▸ **Exercise description**
Below are records; reproduce exactly the lines from the one that has "M 1041,864 L" through the one that has "M 649,666 L 754,702 L 820,712 L 839,689", ends included, and nothing more.

* * * * * * *

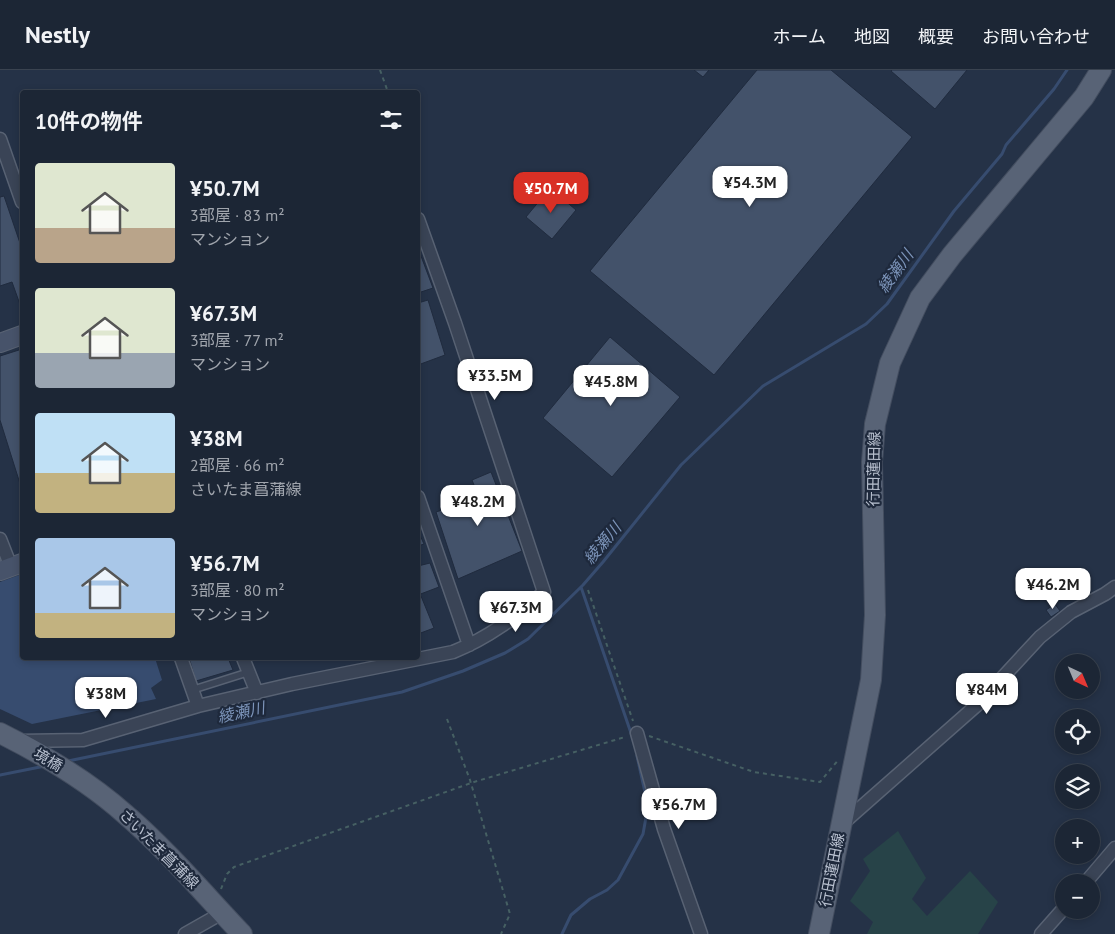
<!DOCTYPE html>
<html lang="ja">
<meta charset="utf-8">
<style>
body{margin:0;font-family:"PT Sans","Noto Sans JP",sans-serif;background:#293241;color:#f1f3f6;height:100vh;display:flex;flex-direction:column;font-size:19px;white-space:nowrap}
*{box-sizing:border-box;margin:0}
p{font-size:16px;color:#a0a5ad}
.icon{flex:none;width:28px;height:28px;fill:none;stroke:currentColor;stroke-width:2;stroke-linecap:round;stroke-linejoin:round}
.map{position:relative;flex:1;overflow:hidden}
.panel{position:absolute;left:20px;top:20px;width:400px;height:570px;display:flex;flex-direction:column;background:#1c2635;border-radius:5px;box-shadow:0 2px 8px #0003,0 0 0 1px #3a4350}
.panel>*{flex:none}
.needle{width:32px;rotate:136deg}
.controls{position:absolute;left:1055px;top:584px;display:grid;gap:10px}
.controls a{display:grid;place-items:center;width:45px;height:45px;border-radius:50%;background:#1c2635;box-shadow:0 2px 8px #0003,0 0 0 1px #3a4350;font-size:25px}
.price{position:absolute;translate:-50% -42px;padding:0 11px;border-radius:10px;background:#fff;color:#222;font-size:16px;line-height:32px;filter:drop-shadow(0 1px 2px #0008)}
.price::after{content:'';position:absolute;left:50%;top:30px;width:15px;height:11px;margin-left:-8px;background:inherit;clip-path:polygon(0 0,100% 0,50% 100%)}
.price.current{background:#d93025;color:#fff}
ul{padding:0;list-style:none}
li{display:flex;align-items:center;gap:15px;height:125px;padding:0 15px}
li span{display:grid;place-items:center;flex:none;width:140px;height:100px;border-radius:5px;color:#555}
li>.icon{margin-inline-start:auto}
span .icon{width:60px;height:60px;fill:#fffc;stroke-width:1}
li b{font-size:21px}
h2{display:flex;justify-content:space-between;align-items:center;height:60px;padding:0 15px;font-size:21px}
header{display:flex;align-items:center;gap:30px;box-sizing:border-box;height:70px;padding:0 25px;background:#1c2635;border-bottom:1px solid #3a4350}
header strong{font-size:24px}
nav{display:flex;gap:28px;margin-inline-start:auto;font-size:18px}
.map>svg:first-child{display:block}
.green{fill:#274348}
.water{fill:#374c6f}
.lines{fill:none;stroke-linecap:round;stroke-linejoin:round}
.stream{stroke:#374c6f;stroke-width:3}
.building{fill:#43526a;stroke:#202b3e}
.lane-casing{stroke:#586273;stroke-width:9}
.street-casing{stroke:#586273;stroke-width:15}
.secondary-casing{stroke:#586273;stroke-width:20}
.primary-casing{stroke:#434d5f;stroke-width:22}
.path{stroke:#466063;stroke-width:2;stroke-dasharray:4 4;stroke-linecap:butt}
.lane{stroke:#3a4456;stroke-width:6}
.street{stroke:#3a4456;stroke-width:12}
.secondary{stroke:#47536a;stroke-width:18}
.primary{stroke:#586376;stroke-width:20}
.labels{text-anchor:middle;stroke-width:4.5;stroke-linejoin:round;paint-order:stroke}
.street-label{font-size:15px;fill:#b8c0cf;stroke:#1e293c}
.water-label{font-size:16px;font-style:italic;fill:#7c94b9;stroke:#1e293c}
</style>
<header>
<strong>Nestly</strong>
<nav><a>ホーム</a><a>地図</a><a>概要</a><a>お問い合わせ</a></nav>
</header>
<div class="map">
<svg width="1115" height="864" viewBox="0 0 1115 864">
<rect width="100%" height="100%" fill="#253247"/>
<path class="green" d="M 898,761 L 926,808 L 912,829 L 927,846 L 970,801 L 998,832 L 978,864 L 867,864 L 873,852 L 850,831 L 870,801 L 863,789 Z"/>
<path class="water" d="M 22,504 L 22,588 L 155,588 L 162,610 L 151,618 L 156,629 L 32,654 L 0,639 L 0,512 Z"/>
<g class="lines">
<path class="stream" d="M 581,517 L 632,666
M 68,691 L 402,622 L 463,601 L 505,583 L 528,569 L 583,515 L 603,492 L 681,395 L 763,316 L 866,254 L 887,234 L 954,141 L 1002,84 L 1006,75 L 1054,19 L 1067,0
M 0,705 L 45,696
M 562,864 L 571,845 L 590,829 L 607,820 L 618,810 L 643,764 L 648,736 L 637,686"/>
</g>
<path class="building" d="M 694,0 L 709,0 L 703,7 Z
M 757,0 L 831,0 L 912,67 L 714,305 L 590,201 Z
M 892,0 L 967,0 L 935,39 L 891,1 Z
M 550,118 L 576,140 L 552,169 L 526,147 Z
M 4,126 L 22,179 L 22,240 L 12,212 L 0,216 L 0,127 Z
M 418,178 L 433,218 L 418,223 Z
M 428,230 L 445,285 L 418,295 L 418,233 Z
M 610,267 L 680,327 L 612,407 L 543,348 Z
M 22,279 L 22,420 L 0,350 L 0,286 Z
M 491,402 L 522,481 L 458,509 L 436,442 L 451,437 L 447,426 L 474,415 L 472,410 Z
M 418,461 L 424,474 L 418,476 Z
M 430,493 L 439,517 L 418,525 L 418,496 Z
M 421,526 L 434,558 L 418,564 L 418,527 Z
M 1055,534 L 1060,541 L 1051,547 L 1046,540 Z
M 189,588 L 228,588 L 233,600 L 196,611 Z"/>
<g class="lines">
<defs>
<path id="lane" d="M 192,620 L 249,602"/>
<path id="street" d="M 0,69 L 22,132
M 418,427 L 469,575
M 0,469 L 11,497
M 181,588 L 198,636 L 292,614 L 453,582 C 488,568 516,547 544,522 L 455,253 L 418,149
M 243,588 L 257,623
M 637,663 L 664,759 L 701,864
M 21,671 L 83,670 L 198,636
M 842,754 L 977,635 L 1040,567 L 1071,542 L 1105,524 L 1115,517
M 1086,812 L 1115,778
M 185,864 L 222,843
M 1041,864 L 1064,838"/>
<path id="secondary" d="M 0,273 L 22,265
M 0,501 L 22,493"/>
<path id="primary" d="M 0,663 C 44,685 88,711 125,744 C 167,780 204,824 242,864
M 819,864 L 871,610 L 875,545 L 872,392 L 875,354 L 890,293 L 920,228 L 952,185 L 1084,27 L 1101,0"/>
</defs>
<use href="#lane" class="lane-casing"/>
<use href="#street" class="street-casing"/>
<use href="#secondary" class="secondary-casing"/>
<use href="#primary" class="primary-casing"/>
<path class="path" d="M 380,0 L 388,22
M 588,520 L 633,651
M 447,649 L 470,710 L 510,844 L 501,864
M 649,666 L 754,702 L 820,712 L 839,689
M 221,819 L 227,804 L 234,797 L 474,712 L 625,667"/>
<use href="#lane" class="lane"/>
<use href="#street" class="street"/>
<use href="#secondary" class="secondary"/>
<use href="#primary" class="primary"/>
</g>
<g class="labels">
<g class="street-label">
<text transform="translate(874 399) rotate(-89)" y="5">行田蓮田線</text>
<text transform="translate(48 690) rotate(31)" y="5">境橋</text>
<text transform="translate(159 779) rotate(45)" y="5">さいたま菖蒲線</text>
<text transform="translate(832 800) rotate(-79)" y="5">行田蓮田線</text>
</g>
<g class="water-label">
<text transform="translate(895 201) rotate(-54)" y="6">綾瀬川</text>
<text transform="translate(602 473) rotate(-50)" y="6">綾瀬川</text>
<text transform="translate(241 642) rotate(-12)" y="6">綾瀬川</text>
</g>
</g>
</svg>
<div class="controls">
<a><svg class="needle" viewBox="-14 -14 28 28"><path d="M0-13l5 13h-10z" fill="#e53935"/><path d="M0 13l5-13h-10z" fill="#a0a5ad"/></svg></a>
<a><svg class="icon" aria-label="locate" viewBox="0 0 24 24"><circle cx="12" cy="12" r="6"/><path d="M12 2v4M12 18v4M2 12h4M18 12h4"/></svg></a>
<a><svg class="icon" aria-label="layers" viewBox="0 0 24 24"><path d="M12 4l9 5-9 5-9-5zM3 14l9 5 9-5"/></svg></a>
<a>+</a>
<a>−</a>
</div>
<b class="price" style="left:750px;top:138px">¥54.3M</b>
<b class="price current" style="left:551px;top:144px">¥50.7M</b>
<b class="price" style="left:495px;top:331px">¥33.5M</b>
<b class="price" style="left:611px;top:337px">¥45.8M</b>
<b class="price" style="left:478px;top:457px">¥48.2M</b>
<b class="price" style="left:1053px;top:540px">¥46.2M</b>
<b class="price" style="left:516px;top:563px">¥67.3M</b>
<b class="price" style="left:987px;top:645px">¥84M</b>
<b class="price" style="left:106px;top:649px">¥38M</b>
<b class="price" style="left:679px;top:760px">¥56.7M</b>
<section class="panel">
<h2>10件の物件<svg class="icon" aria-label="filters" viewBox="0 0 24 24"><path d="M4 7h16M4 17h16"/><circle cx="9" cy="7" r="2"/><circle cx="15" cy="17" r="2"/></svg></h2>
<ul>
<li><span style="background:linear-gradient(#dfe7d0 65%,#b9a48a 0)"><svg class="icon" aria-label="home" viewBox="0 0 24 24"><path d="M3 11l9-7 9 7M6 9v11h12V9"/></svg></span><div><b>¥50.7M</b><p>3部屋 · 83 m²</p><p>マンション</p></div></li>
<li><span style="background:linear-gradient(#dfe7d0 65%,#9aa5b1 0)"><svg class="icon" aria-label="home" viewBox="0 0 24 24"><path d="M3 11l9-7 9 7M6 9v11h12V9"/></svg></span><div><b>¥67.3M</b><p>3部屋 · 77 m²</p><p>マンション</p></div></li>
<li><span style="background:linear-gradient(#bfe0f5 60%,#c2b280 0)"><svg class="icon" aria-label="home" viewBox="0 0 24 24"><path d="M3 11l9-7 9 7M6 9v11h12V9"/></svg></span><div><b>¥38M</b><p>2部屋 · 66 m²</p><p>さいたま菖蒲線</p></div></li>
<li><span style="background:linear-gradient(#a9c7e8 75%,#c2b280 0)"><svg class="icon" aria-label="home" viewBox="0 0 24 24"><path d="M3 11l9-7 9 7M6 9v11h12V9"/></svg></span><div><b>¥56.7M</b><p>3部屋 · 80 m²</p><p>マンション</p></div></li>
</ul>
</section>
</div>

* * * * * * *

▸ **Response to the task**
M 1041,864 L 1064,838"/>
<path id="secondary" d="M 0,273 L 22,265
M 0,501 L 22,493"/>
<path id="primary" d="M 0,663 C 44,685 88,711 125,744 C 167,780 204,824 242,864
M 819,864 L 871,610 L 875,545 L 872,392 L 875,354 L 890,293 L 920,228 L 952,185 L 1084,27 L 1101,0"/>
</defs>
<use href="#lane" class="lane-casing"/>
<use href="#street" class="street-casing"/>
<use href="#secondary" class="secondary-casing"/>
<use href="#primary" class="primary-casing"/>
<path class="path" d="M 380,0 L 388,22
M 588,520 L 633,651
M 447,649 L 470,710 L 510,844 L 501,864
M 649,666 L 754,702 L 820,712 L 839,689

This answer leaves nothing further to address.